H: Is there a difference between TI brand of the 74HC595 and the NXP brand? I have been trying to figure out the functional differences between TI's version of 74HC595 and NXP's version. I've been looking at the function tables in the datasheet for TI and the datasheet for NXP but am having a hard time determining if the function tables are equivalent. They have the exact same number of states and seem to be very similar. The confusion is arising from the fact that some values that are L or H in one table are X in the other table and that TI's version is missing the output columns. If someone is able to figure out if these two chips are functionally equivalent, i.e., they do the same thing given the same input signals, I would appreciate some help. Thanks. AI: When it comes to these sorts of logic ICs, if you match the part number you'll match functionality. So, a 74HC595 from NXP should 'work' the same way as a 74HC595 from TI. The pins are given different nomenclature by the manufacturers, but they do map 1:1 between the ICs. If there were a functionality difference, then there would be a corresponding change to the part number: Consider the difference between a 74HC595 and a 74F595 - both do the same logic function, but the underlying technology of the IC is difference (HC is high-speed CMOS, F usually refers to Fast which generally implies Schottky construction). There can be differences in timing and logic voltage levels as you change technology. Consider the difference between a 74HC595 and a 74HC596: the 595 is what you're using (8-bit shift register with output latches, three-state parallel outputs) whereas a 596 is slightly different (8-bit shift register with output latches, open-collector parallel outputs). Of course, even with the same number, there likely is very minor variations between them. The fundamental functionality and speed will be compatible and unless you're really pushing the limits of the IC, you should be able to substitute with confidence. (That being said, always test!) The timing diagrams should clear things up:
H: Is there a standard reference designator to use for labelling indicator lamps in schematics? In a schematic, LEDs typically are labelled using the letter 'D' since they are diodes. From what I can tell, it seems that there is no standard for labelling indicator lamps (e.g. small incandescent bulbs) in a schematic. My question is: is there a letter that is typically used for labelling indicator lamps in schematics? Or is there any published standard which defines the "proper" labels to use in schematics for indicator lamps? AI: In fact there is a standard: IEEE Std315-1975 Graphic Symbols for Electrical and Electronics Diagrams (Including Reference Designation Letters) The standard specifies a reference designator of "DS" for a "general light source", "lamp", and "signal light". It has the same reference designation for "light-emitting solid-state device", by the way.

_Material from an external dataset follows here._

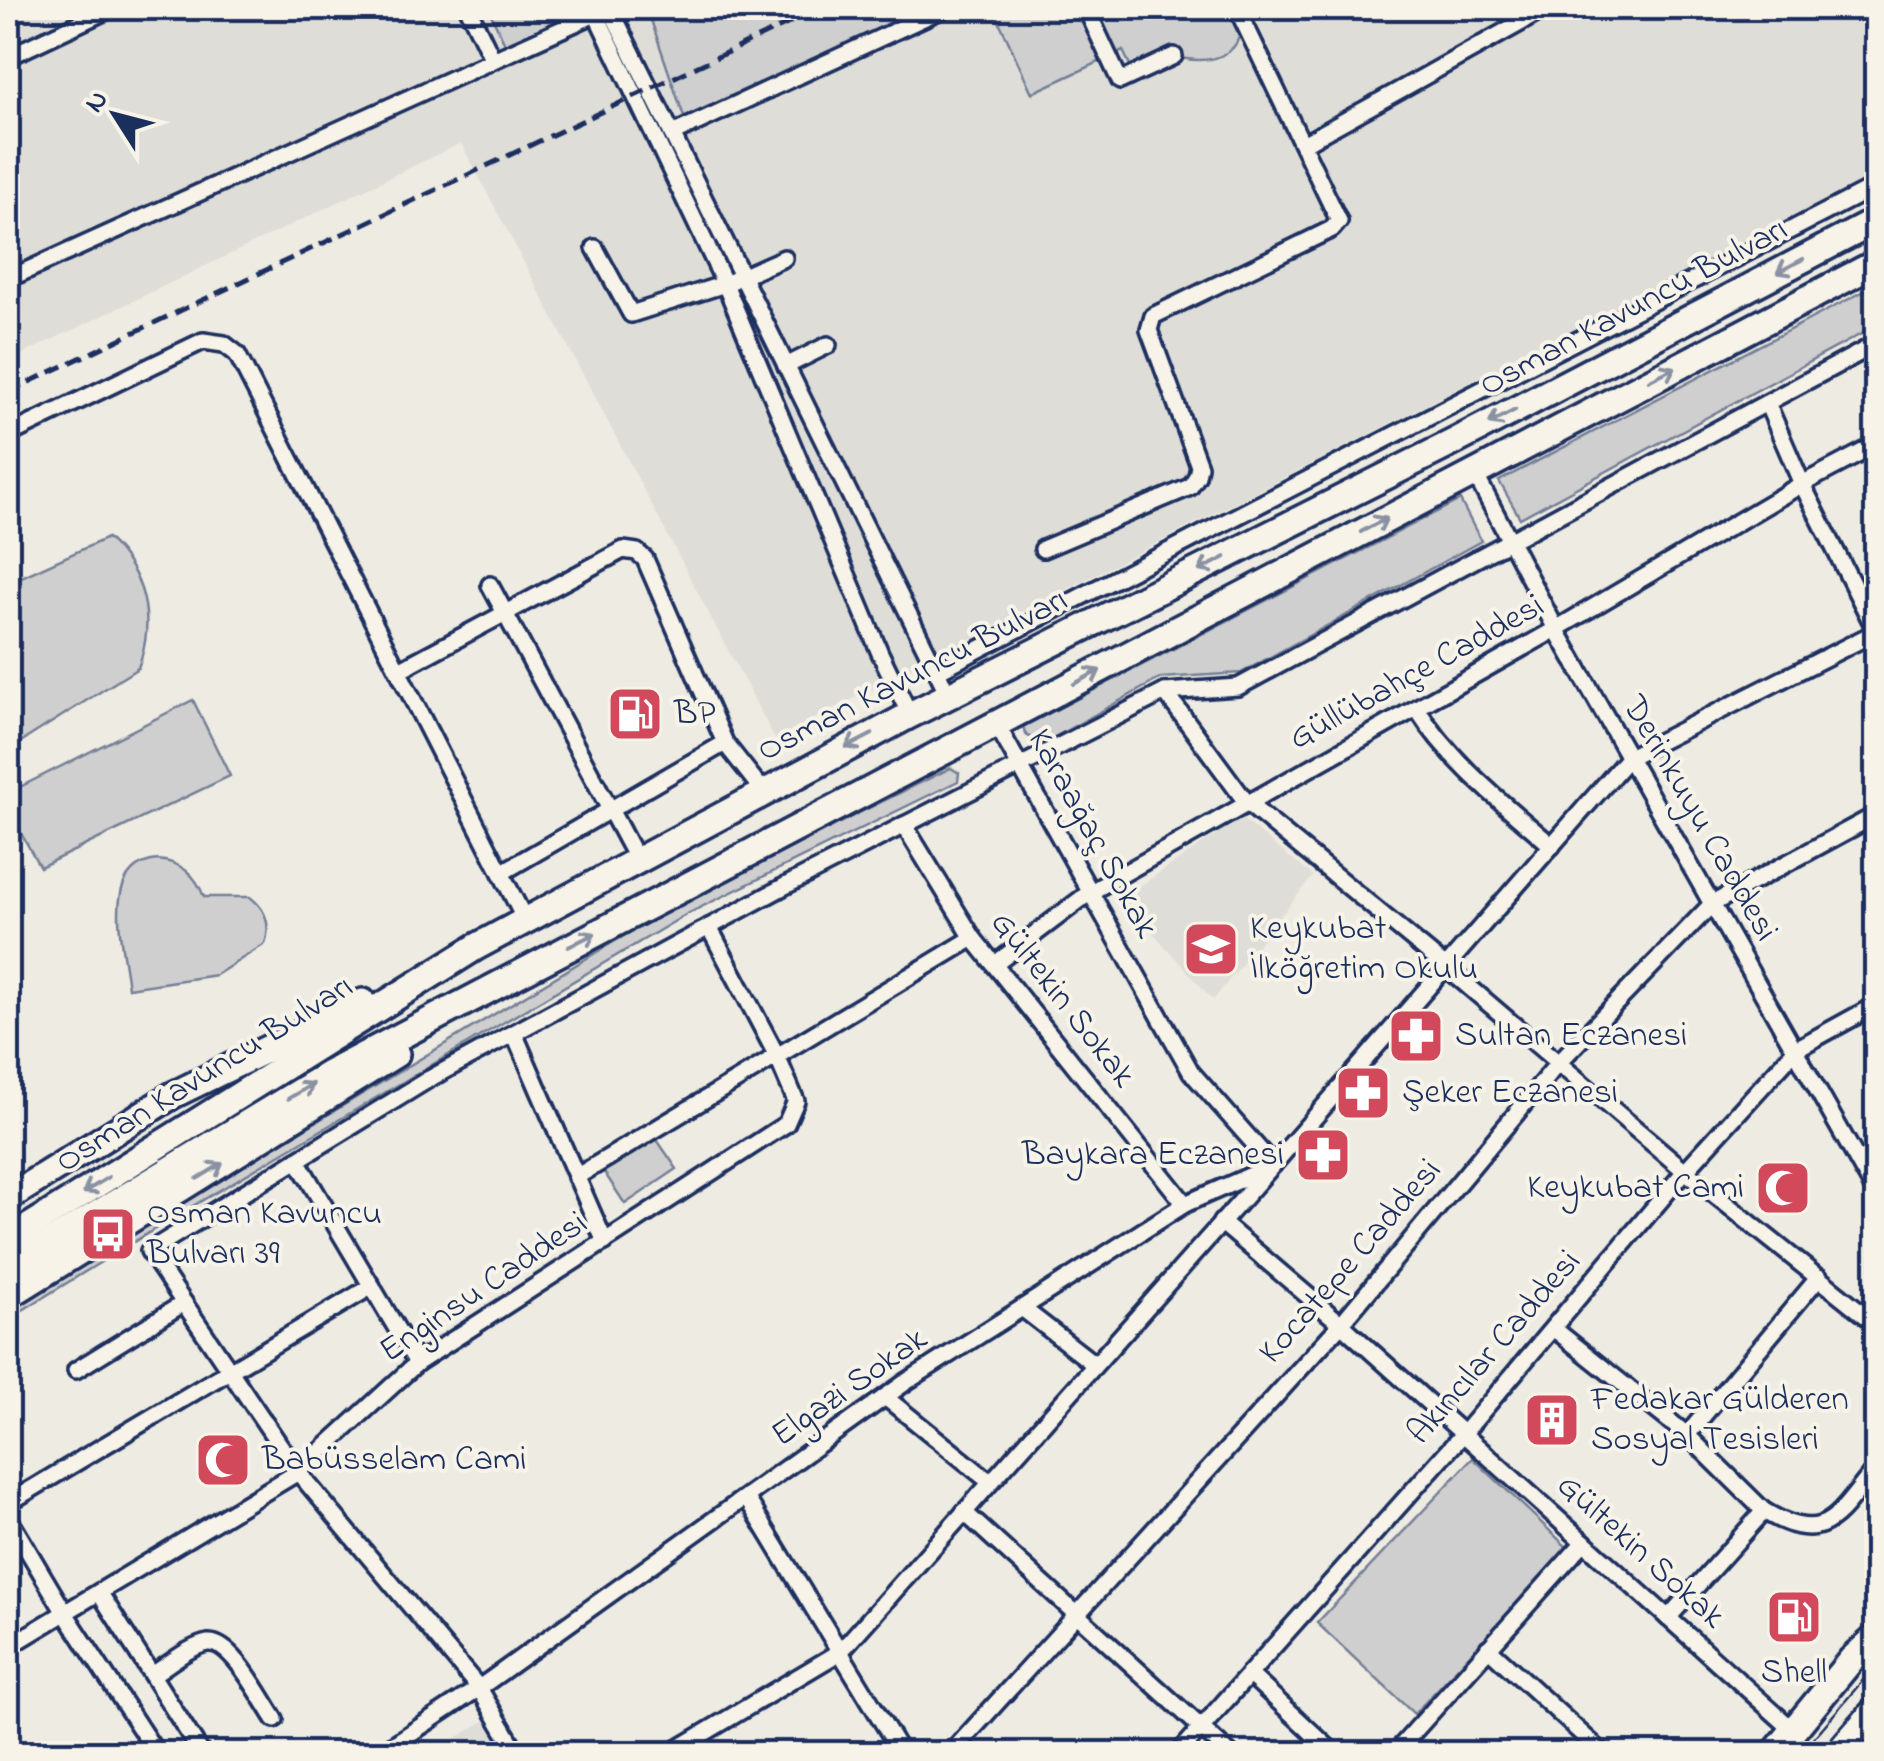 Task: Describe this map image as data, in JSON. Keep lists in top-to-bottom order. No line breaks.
{"streets":{"main road":["Osman Kavuncu Bulvarı"],"street":["Güllübahçe Caddesi","Derinkuyu Caddesi","Karaağaç Sokak","Gültekin Sokak","Kocatepe Caddesi","Enginsu Caddesi","Akıncılar Caddesi","Elgazi Sokak"]},"crossings":[["Osman Kavuncu Bulvarı","Derinkuyu Caddesi"],["Osman Kavuncu Bulvarı","Karaağaç Sokak"],["Güllübahçe Caddesi","Derinkuyu Caddesi"],["Güllübahçe Caddesi","Karaağaç Sokak"],["Güllübahçe Caddesi","Gültekin Sokak"],["Derinkuyu Caddesi","Kocatepe Caddesi"],["Derinkuyu Caddesi","Akıncılar Caddesi"],["Karaağaç Sokak","Elgazi Sokak"],["Gültekin Sokak","Kocatepe Caddesi"],["Gültekin Sokak","Akıncılar Caddesi"],["Gültekin Sokak","Elgazi Sokak"]],"places":{"fuel station":["BP","Shell"],"school or university":["Keykubat İlköğretim Okulu"],"pharmacy":["Sultan Eczanesi","Şeker Eczanesi","Baykara Eczanesi"],"mosque":["Keykubat Cami","Babüsselam Cami"],"bus stop":["Osman Kavuncu Bulvarı 39"],"building":["Fedakar Gülderen Sosyal Tesisleri"]},"north":"top left"}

H: What do peak-to-valley and mm/µV mean? I was reading a document where it says Adjust the signal generator to apply a 1mV peak-to-valley input 6Hz triangular signal at a gain of 0.001mm/µV. What does peak-to-valley mean hear? Is it same as peak to peak? And, what does mm/µV mean? AI: Peak to valley means the highest point of the signal to the lowest point. It's a little like peak-peak except that it implies a DC bias so that the "negative peaks" don't cross 0V, so valley is a better name for them. mm/µv means millimetres per microvolt, or metres per millivolt. What THAT means depends on context you haven't given us, but for example, mm may refer to the signal amplitude on the display of a REALLY SENSITIVE oscilloscope (or an oscilloscope driven from an amplifier).

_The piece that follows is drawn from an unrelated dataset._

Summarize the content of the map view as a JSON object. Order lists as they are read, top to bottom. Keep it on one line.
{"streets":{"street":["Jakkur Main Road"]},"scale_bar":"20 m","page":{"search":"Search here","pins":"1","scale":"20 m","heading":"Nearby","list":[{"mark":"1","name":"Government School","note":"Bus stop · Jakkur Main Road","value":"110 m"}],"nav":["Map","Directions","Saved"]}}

H: Auto-ranging voltmeter circuit with PIC uC ADC I want to design an autoranging voltmeter with a PIC microcontroller and its ADC. Requirements: Measure voltages from +0.2v to +50v Protect against reverse inputs or slightly higher voltages Input impedance can be quite low, drawing up to a few mA. Accuracy of around 1% or better (although not necessary for smaller voltages) Sample time of around 0.5ms or better I have a circuit in mind, and would appreciate feedback. Perhaps there are simpler circuits I could use. The PIC will be on a 5v supply. I would probably use a basic, cheap op-amp running from 0v and a +12v rail. The tristate uC outputs would either set the input voltage dividers or alter the gain of the op-amp circuit to higher than unity. simulate this circuit – Schematic created using CircuitLab Does this look reasonable? AI: I'm not 100% on this but I think most PIC ADCs are 10 bit (1 in 1024 resolution) but can have up to 10x LSBs inaccuracy - this means you're just about at the 1% accuracy stage without considering resistor accuracies. Using PIC outputs as pull downs isn't a good idea either because there will be leakage currents from the pins that will add/subtract a voltage from the signal via the resistors. Also, you appear to be relying on PIC outputs going exactly to ground but neither is this the case and your accuracy on the lowest range will be dented. Also, I think the zener won't be needed because R1 will limit current into the op-amp and it will self protect - 50V across 50k gives 1mA and most op-amps are capable of dealing with this sort of current using their internal diodes. I'd run the op-amp from 5V too - this means there's no chance it can stuff a killer voltage (6V or above) into the PIC ADC pin. Use something like an AD8605 - it is rail to rail but, because you can't exactly achieve 5V, scale things down by 10% and restore in the CPU with a frig-factor. Having an op-amp that is self-protecting (due to the 50k) means negative voltages are also protected against but read the data sheets on the op-amp to be absolutely sure. If you still think you need the zener, consider that a zener will be starting to draw current at voltages significantly below 5V - it isn't an on-off thing as soon as you hit 4.99 volts.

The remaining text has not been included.